### Task
Please state in a single number how many lines of the entries below include the word "column".

(Collected data)
──────────────────────────────
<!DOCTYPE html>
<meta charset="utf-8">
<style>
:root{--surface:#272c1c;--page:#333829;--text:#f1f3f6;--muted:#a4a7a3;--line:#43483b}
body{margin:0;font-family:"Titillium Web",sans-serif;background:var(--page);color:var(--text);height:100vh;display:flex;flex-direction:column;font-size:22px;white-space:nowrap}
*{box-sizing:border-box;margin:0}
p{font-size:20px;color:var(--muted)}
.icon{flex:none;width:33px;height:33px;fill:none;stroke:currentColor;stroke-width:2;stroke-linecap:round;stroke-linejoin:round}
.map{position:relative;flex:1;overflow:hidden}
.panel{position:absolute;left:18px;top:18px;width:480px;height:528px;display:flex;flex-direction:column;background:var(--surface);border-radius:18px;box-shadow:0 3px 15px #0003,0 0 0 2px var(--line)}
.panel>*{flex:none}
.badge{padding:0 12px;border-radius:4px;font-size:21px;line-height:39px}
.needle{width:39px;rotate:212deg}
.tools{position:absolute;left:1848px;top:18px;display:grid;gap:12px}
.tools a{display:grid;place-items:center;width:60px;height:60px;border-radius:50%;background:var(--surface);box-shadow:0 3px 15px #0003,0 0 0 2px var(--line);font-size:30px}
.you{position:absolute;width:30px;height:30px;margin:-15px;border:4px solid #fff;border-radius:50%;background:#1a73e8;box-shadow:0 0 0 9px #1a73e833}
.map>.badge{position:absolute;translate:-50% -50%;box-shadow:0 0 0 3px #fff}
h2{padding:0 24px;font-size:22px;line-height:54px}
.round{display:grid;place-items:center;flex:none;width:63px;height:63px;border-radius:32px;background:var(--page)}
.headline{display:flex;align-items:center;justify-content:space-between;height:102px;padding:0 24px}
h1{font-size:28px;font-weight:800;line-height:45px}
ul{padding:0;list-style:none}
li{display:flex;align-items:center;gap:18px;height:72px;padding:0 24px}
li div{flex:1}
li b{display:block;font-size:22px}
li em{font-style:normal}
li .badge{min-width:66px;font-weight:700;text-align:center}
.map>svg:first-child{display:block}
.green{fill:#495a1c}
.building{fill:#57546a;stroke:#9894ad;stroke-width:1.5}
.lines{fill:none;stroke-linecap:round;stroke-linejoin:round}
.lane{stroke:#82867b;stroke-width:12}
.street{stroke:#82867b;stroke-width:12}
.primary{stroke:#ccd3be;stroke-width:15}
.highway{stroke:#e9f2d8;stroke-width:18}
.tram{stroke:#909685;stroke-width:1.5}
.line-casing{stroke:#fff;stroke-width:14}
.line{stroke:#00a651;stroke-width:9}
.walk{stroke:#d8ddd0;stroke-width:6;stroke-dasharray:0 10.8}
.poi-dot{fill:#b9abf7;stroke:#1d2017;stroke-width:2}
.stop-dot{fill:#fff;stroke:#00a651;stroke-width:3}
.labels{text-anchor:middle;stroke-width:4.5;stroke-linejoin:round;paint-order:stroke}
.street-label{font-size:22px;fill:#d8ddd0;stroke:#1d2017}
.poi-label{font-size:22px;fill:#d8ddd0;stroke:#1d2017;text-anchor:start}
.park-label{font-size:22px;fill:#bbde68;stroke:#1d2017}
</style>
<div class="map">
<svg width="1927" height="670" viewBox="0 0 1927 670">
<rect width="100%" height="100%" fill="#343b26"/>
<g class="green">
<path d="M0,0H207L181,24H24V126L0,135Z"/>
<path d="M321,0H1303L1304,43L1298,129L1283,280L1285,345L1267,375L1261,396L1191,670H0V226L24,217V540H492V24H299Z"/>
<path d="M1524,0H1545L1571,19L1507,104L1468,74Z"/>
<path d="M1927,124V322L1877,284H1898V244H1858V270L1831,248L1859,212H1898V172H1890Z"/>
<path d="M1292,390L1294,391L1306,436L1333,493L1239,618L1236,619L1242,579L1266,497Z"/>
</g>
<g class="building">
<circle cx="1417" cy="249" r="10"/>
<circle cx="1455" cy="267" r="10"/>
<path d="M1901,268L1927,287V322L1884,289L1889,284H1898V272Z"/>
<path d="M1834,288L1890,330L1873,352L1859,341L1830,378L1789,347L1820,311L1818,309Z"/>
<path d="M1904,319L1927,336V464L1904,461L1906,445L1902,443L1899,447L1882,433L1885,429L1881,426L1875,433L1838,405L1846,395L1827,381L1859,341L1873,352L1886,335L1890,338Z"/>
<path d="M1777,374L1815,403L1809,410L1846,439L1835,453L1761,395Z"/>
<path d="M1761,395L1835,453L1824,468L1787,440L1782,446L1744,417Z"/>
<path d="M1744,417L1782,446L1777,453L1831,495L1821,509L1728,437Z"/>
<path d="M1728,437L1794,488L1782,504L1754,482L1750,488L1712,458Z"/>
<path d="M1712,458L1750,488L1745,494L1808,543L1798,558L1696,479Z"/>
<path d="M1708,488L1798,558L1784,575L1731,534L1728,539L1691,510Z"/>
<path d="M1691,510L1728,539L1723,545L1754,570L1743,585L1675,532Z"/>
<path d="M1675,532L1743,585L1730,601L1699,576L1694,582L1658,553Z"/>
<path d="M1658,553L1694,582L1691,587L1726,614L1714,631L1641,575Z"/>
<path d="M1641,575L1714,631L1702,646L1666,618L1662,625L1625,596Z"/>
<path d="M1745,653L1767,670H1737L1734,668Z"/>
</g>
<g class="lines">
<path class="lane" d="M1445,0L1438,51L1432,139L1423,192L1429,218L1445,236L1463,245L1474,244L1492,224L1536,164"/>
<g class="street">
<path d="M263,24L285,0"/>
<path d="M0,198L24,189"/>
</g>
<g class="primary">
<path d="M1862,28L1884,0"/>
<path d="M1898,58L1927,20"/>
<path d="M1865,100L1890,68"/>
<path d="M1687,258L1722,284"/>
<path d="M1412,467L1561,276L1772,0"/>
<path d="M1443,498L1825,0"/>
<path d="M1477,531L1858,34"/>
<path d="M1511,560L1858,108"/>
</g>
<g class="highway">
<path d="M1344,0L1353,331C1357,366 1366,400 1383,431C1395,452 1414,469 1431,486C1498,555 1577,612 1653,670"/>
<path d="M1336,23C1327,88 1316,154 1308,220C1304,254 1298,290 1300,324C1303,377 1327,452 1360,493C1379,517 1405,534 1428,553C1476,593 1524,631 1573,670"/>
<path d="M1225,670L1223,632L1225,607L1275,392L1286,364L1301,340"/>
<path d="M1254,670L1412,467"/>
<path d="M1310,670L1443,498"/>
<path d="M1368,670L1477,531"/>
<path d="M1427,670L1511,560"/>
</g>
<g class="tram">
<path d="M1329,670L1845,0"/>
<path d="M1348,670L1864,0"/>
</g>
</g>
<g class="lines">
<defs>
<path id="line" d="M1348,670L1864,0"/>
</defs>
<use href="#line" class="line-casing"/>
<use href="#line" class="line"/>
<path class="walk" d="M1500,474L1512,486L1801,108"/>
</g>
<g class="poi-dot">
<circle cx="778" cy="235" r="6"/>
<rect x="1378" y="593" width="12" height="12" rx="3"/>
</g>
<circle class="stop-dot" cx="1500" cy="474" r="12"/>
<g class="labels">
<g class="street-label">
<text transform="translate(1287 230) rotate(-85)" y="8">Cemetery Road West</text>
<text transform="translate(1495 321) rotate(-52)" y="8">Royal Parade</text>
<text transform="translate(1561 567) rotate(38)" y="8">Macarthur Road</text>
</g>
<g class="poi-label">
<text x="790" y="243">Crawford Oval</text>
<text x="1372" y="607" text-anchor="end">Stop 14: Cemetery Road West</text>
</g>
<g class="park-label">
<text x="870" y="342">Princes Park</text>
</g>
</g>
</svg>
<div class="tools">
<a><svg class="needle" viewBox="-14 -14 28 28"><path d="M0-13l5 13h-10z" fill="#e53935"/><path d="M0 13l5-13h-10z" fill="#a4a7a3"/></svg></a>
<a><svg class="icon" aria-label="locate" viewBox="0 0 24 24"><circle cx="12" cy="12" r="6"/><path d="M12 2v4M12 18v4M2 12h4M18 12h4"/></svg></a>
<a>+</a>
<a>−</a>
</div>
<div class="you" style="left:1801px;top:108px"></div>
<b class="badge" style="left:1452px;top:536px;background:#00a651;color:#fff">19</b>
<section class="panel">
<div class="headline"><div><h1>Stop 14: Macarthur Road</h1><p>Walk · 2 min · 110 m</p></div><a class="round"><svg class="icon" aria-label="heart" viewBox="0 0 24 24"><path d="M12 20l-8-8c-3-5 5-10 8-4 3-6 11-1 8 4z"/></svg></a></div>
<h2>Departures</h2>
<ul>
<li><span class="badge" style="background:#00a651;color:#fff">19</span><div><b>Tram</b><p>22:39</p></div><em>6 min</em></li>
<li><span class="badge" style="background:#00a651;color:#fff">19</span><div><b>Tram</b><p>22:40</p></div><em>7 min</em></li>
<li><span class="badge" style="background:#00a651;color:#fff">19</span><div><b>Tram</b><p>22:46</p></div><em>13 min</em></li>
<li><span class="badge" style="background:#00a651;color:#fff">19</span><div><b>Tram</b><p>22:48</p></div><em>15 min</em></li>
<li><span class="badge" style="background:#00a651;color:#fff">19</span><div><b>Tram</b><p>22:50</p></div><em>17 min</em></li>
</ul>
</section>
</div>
──────────────────────────────
### Your solution
2